• _YOUR TASK_
Which lines of the listing hold the string "rayonı"? Show each of them.
(EXCERPTED DATA Opens)
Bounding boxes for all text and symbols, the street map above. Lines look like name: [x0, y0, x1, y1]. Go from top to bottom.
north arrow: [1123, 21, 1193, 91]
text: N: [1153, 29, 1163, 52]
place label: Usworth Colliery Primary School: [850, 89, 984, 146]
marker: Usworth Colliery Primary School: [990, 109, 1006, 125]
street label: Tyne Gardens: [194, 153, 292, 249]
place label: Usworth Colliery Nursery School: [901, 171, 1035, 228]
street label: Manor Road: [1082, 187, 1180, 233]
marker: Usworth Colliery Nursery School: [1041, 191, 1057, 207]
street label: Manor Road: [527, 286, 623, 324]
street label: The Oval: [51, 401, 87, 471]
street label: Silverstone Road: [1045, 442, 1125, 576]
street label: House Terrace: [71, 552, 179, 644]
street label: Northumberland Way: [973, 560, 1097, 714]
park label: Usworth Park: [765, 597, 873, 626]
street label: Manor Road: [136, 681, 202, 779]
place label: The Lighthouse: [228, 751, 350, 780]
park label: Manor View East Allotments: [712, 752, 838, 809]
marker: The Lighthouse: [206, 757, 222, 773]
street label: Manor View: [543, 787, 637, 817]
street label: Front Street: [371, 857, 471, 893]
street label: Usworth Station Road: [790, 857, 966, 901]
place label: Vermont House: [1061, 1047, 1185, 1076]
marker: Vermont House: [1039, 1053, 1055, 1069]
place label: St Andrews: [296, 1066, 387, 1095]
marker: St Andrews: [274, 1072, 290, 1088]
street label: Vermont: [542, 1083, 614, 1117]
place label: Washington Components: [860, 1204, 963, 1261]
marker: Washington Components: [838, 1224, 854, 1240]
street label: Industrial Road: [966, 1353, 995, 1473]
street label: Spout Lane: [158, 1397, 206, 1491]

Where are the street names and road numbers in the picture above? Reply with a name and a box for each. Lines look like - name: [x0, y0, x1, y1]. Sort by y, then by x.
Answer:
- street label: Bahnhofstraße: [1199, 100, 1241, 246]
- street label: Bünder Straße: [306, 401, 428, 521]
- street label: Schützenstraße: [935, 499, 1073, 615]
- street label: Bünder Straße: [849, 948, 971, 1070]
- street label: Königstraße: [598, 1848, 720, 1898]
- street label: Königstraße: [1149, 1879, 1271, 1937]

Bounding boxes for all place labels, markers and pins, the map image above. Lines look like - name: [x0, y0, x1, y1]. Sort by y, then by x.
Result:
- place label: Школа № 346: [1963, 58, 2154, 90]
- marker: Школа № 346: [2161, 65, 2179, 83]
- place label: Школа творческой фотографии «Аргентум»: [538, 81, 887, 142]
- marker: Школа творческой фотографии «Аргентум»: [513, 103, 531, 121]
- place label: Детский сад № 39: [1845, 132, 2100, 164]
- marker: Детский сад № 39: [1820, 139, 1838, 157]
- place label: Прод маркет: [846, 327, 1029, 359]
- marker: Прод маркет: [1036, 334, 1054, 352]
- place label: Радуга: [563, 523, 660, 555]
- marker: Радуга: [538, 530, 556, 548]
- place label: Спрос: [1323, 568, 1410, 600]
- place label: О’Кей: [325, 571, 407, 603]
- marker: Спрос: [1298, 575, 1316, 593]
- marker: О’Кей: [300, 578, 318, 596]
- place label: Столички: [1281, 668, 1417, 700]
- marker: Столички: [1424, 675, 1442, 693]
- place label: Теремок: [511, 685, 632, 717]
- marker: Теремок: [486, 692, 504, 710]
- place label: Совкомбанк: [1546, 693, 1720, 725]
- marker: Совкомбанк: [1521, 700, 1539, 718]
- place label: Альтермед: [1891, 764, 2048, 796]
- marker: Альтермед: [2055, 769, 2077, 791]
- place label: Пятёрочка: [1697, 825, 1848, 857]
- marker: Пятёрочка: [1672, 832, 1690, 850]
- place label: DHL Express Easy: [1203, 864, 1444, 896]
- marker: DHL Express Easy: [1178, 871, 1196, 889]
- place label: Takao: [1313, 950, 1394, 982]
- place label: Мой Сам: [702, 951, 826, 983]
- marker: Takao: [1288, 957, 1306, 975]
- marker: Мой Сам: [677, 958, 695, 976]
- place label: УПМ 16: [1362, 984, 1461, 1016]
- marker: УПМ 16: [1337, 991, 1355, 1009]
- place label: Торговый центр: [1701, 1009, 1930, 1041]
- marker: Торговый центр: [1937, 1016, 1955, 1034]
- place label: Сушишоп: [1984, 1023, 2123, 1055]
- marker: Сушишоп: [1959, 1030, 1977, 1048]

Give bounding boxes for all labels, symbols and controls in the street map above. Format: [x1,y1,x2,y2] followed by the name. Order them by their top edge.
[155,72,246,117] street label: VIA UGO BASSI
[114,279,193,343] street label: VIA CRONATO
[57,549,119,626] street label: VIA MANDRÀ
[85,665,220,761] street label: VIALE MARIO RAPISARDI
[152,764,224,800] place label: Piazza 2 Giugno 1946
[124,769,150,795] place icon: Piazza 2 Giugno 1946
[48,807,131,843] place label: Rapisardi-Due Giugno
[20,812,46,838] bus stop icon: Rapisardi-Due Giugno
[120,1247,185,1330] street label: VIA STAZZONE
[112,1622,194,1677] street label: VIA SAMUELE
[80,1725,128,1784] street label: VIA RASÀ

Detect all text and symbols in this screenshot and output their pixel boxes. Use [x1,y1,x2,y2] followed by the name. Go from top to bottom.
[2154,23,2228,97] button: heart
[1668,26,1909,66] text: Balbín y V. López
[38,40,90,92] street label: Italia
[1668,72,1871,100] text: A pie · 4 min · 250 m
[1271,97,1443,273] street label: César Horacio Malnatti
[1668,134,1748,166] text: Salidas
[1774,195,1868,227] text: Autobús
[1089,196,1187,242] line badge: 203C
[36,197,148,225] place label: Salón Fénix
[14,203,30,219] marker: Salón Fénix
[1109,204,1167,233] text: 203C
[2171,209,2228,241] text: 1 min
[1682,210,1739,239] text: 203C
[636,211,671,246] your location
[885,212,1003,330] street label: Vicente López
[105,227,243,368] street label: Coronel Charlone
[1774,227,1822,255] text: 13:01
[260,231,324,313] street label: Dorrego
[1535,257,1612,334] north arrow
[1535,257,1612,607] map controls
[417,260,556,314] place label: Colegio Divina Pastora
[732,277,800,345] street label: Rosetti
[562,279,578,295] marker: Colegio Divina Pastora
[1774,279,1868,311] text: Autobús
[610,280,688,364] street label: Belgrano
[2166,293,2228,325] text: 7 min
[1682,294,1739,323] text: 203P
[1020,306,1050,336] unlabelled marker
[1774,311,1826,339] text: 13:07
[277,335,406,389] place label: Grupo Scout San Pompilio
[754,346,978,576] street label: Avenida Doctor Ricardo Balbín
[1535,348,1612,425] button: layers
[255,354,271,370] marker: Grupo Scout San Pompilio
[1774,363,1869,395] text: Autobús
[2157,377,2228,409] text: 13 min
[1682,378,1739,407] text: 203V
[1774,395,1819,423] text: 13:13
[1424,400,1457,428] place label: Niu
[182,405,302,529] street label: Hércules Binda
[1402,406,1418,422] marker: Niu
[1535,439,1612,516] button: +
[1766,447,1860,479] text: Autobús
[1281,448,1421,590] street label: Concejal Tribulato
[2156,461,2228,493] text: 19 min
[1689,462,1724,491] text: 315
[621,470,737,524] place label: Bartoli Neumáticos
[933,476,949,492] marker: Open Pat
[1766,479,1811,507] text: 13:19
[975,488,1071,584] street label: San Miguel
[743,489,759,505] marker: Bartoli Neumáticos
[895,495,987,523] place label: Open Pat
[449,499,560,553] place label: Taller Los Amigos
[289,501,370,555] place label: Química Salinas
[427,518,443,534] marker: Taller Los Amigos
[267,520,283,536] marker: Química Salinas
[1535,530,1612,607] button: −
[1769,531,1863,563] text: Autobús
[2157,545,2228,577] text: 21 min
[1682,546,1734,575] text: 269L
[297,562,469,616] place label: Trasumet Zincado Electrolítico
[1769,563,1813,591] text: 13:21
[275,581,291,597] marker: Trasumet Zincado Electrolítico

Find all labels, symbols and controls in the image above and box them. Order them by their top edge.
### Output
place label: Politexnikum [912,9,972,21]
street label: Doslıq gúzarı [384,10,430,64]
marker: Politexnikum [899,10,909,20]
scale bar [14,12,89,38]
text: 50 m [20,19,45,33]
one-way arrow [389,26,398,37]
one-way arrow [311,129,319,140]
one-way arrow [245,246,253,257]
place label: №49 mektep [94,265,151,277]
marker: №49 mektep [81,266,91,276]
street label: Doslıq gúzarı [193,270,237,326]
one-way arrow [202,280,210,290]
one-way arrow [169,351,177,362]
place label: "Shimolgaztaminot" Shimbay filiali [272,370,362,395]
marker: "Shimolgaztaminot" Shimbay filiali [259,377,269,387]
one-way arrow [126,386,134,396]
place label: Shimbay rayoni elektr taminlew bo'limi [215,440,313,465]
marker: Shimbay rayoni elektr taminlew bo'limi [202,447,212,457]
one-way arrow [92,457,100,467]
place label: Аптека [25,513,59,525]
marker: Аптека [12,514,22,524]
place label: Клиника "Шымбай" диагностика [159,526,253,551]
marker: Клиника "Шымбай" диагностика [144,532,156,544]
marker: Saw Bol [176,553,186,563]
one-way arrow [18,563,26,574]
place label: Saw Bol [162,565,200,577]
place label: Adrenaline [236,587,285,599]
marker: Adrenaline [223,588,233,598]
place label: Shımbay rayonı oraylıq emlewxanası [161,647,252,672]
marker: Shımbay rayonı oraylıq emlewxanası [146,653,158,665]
(EXCERPTED DATA Closes)
• _WRITTEN REPLY_
place label: Shımbay rayonı oraylıq emlewxanası [161,647,252,672]
marker: Shımbay rayonı oraylıq emlewxanası [146,653,158,665]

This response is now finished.